**MATERIAL FOR THIS EXERCISE:**
......
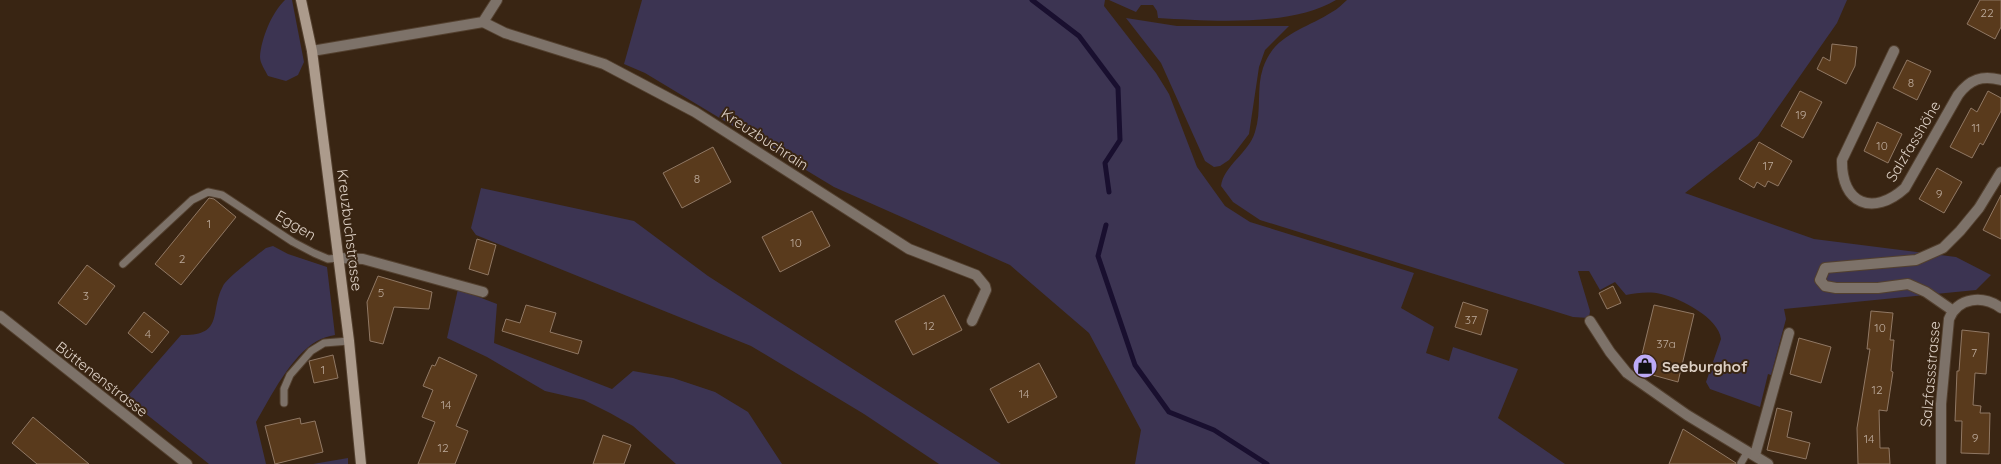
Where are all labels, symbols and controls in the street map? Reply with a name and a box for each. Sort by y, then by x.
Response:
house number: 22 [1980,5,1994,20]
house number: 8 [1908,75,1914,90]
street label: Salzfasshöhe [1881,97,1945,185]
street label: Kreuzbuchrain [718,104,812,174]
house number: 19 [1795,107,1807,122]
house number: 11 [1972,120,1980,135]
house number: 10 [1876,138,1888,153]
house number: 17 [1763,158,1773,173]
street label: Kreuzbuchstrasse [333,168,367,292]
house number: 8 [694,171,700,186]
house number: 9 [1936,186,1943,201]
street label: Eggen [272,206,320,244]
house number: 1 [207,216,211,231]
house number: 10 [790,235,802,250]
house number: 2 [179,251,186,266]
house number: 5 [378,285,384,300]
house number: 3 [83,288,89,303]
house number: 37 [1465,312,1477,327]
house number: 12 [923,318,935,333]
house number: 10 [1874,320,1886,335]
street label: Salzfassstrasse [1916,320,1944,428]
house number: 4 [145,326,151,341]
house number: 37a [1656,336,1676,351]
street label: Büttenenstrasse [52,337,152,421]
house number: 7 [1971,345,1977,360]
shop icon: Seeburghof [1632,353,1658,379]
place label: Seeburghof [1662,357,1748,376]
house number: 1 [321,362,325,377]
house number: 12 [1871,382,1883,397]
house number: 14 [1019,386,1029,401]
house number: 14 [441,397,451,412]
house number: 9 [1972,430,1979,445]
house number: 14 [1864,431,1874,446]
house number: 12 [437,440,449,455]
......
**WHAT IS BEING ASKED:** From the first record to the last, copy everything exactly except the pictures.

**EXPECTED ANSWER:**
Where are all labels, symbols and controls in the street map? Reply with a name and a box for each. Sort by y, then by x.
Response:
house number: 22 [1980,5,1994,20]
house number: 8 [1908,75,1914,90]
street label: Salzfasshöhe [1881,97,1945,185]
street label: Kreuzbuchrain [718,104,812,174]
house number: 19 [1795,107,1807,122]
house number: 11 [1972,120,1980,135]
house number: 10 [1876,138,1888,153]
house number: 17 [1763,158,1773,173]
street label: Kreuzbuchstrasse [333,168,367,292]
house number: 8 [694,171,700,186]
house number: 9 [1936,186,1943,201]
street label: Eggen [272,206,320,244]
house number: 1 [207,216,211,231]
house number: 10 [790,235,802,250]
house number: 2 [179,251,186,266]
house number: 5 [378,285,384,300]
house number: 3 [83,288,89,303]
house number: 37 [1465,312,1477,327]
house number: 12 [923,318,935,333]
house number: 10 [1874,320,1886,335]
street label: Salzfassstrasse [1916,320,1944,428]
house number: 4 [145,326,151,341]
house number: 37a [1656,336,1676,351]
street label: Büttenenstrasse [52,337,152,421]
house number: 7 [1971,345,1977,360]
shop icon: Seeburghof [1632,353,1658,379]
place label: Seeburghof [1662,357,1748,376]
house number: 1 [321,362,325,377]
house number: 12 [1871,382,1883,397]
house number: 14 [1019,386,1029,401]
house number: 14 [441,397,451,412]
house number: 9 [1972,430,1979,445]
house number: 14 [1864,431,1874,446]
house number: 12 [437,440,449,455]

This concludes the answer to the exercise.